There is a reason that we come to Saint Bartholomew’s on this day, June 11th, the Feastday of the Ecumenical Patriarch. Yes, it is clearly linked to his Celestial Patron and the dedicatory Saint of this church, but there is much more.

As I have said many times, His All Holiness is the very definition of ecumenical outreach, and even interfaith outreach, as I witnessed last evening at the Interfaith Center of New York, founded by another great personage of the Episcopal Church in New York, the late Dean James Parks Morton.

Such connectedness with others is often feared in many Christian communities today, as if contact with those of differing perspectives might somehow pollute one’s faith. The political echo-chambers that afflict our Nation are being mirrored – and sometimes even inspired by – the ecclesiastical echo-chambers that pretend to be deaf to the voices songs that surround us.

But we are here today – in this glorious and famous church – to demonstrate that the courage to listen is more pleasing to God than a sham pretense to faithfulness, that cuts off communication with one’s neighbors. And we are neighbors – of the same city and region, and, to an extent, the same history. This courage is precisely what His All Holiness Bartholomew has practiced for the duration of his Patriarchy – the longest in the annals of the Great Church of Christ. He has manifested integrity with love, steadfastness with mercy, and fidelity with candor.
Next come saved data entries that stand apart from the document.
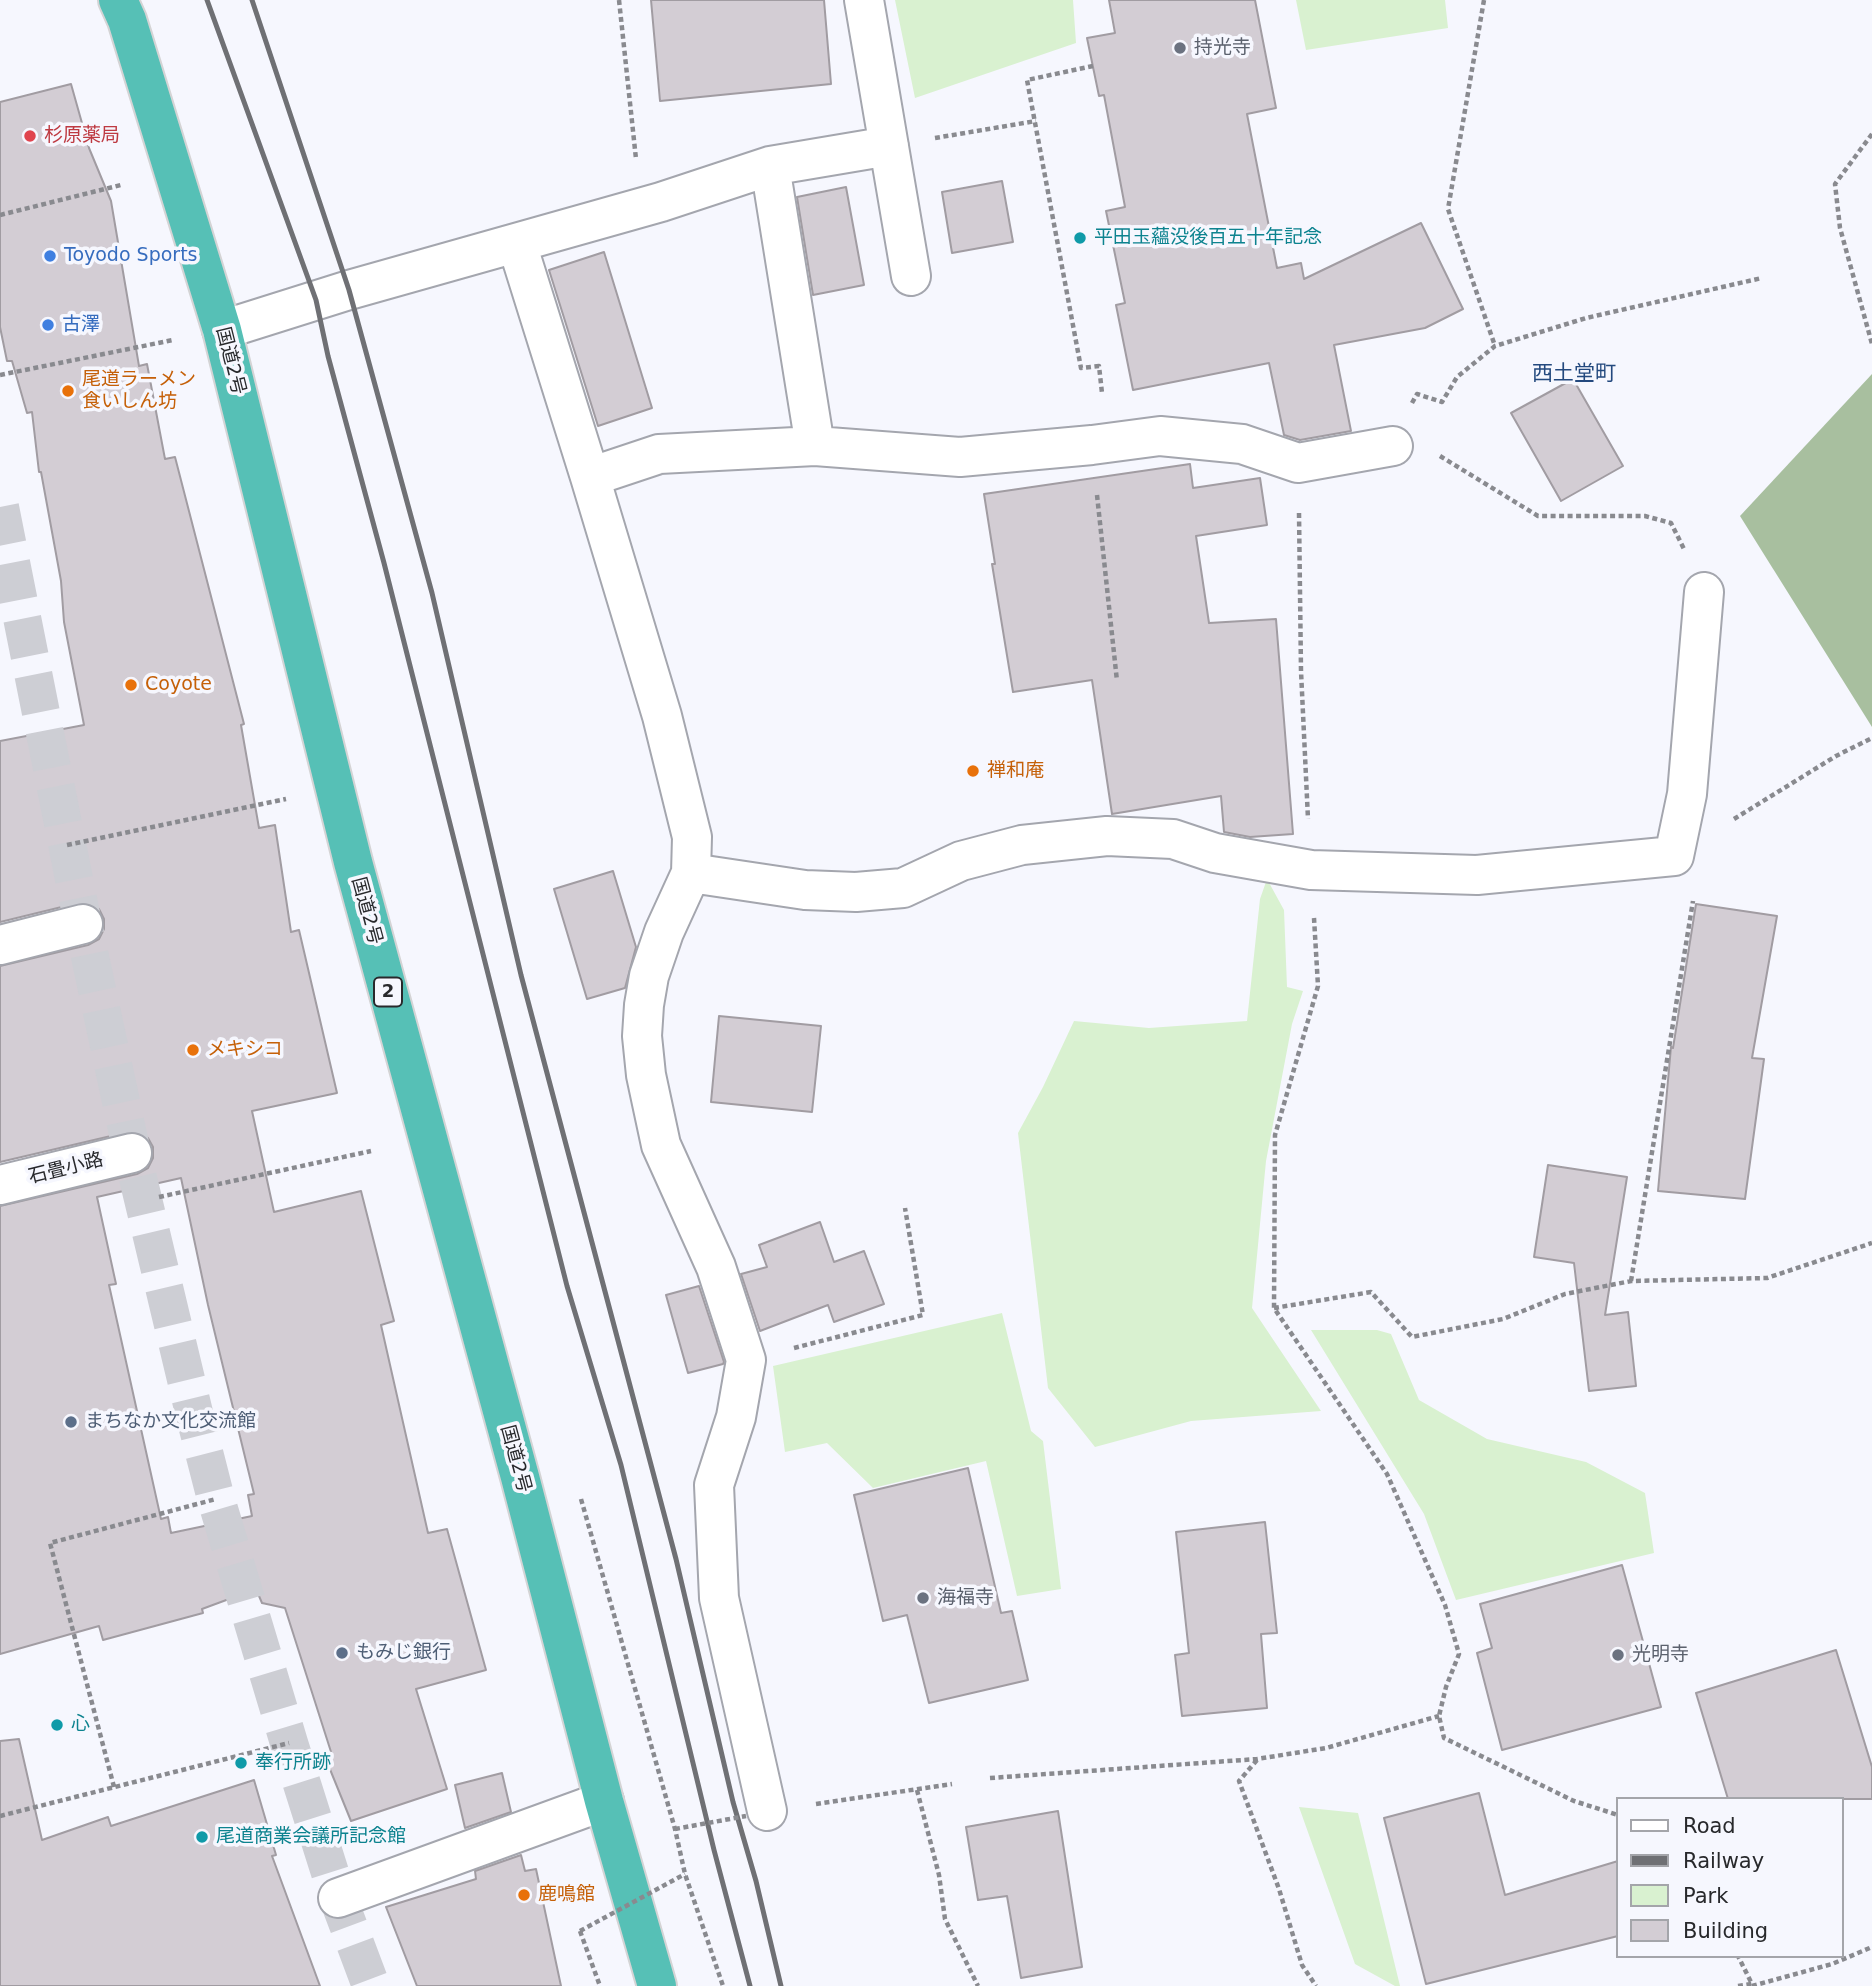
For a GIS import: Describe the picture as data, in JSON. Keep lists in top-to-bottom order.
{
  "streets": {
    "highway": ["国道2号", "2"],
    "street": ["石畳小路"]
  },
  "districts": ["西土堂町"],
  "places": [
    "持光寺",
    "杉原薬局",
    "平田玉蘊没後百五十年記念",
    "Toyodo Sports",
    "古澤",
    "尾道ラーメン 食いしん坊",
    "Coyote",
    "禅和庵",
    "メキシコ",
    "まちなか文化交流館",
    "海福寺",
    "もみじ銀行",
    "光明寺",
    "心",
    "奉行所跡",
    "尾道商業会議所記念館",
    "鹿鳴館"
  ],
  "legend": [
    "Road",
    "Railway",
    "Park",
    "Building"
  ]
}
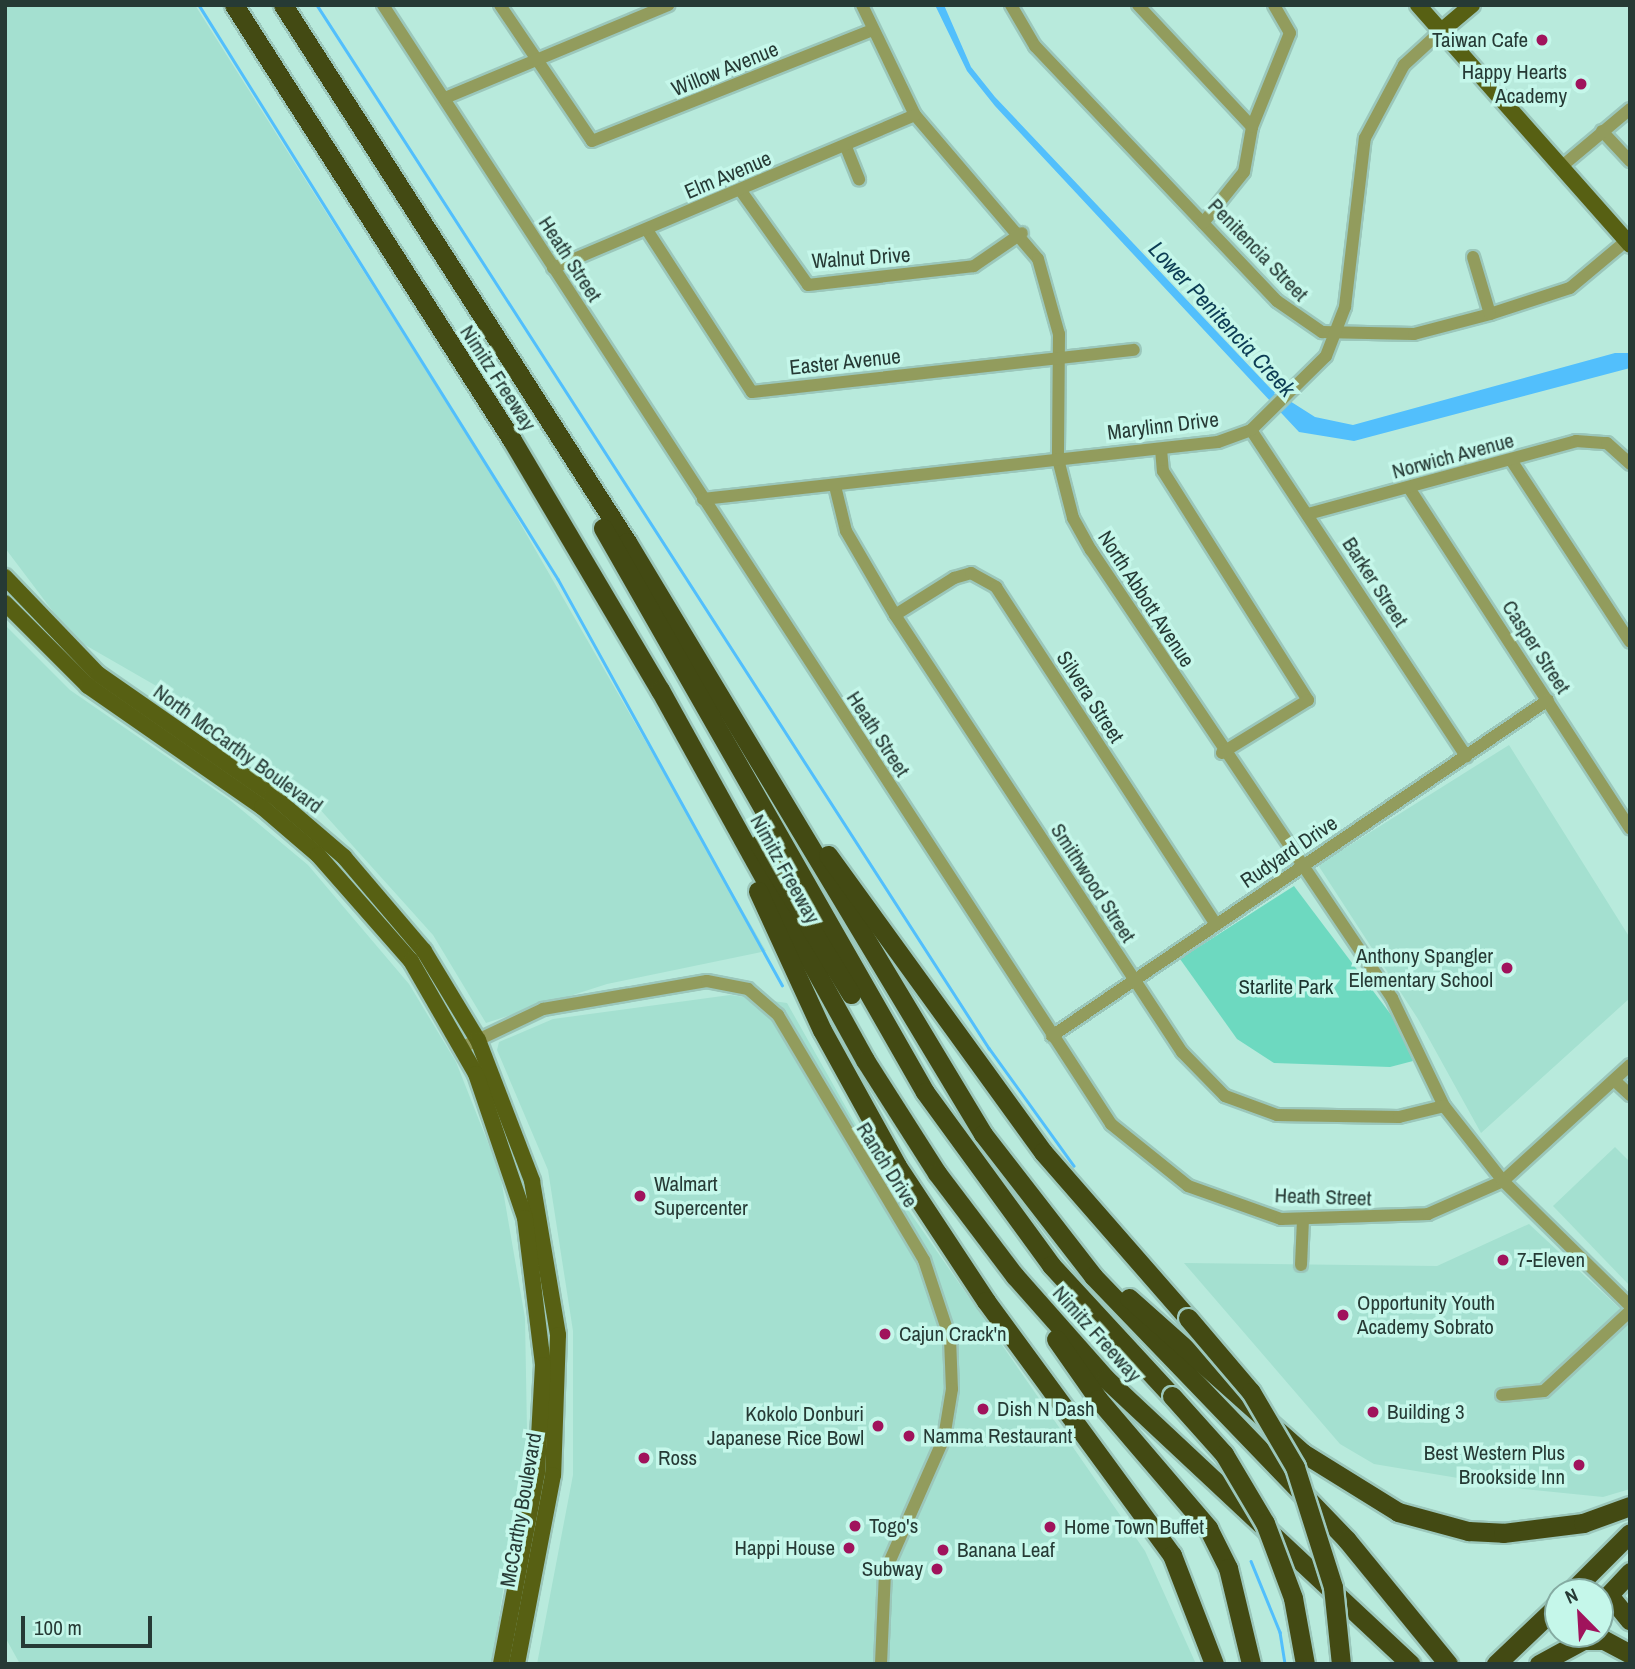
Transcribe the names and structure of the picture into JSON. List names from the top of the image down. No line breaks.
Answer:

Thus, the Ecumenical Patriarch models for the Orthodox Christian Church, and for all people of good will, what it means to love your neighbor, even as you claim to love God. For as the Lord Jesus Christ taught us, it is impossible to love God unless you love your neighbor. I am mindful of what the word neighbor – πλησίον – means in the original language of the New Testament: literally, anyone with whom you come in contact. There is no sense in the word of choice, or personal inclination; merely the happenstance of place, for the word comes from the adverb, πέλας, that simply signifies “nearby.”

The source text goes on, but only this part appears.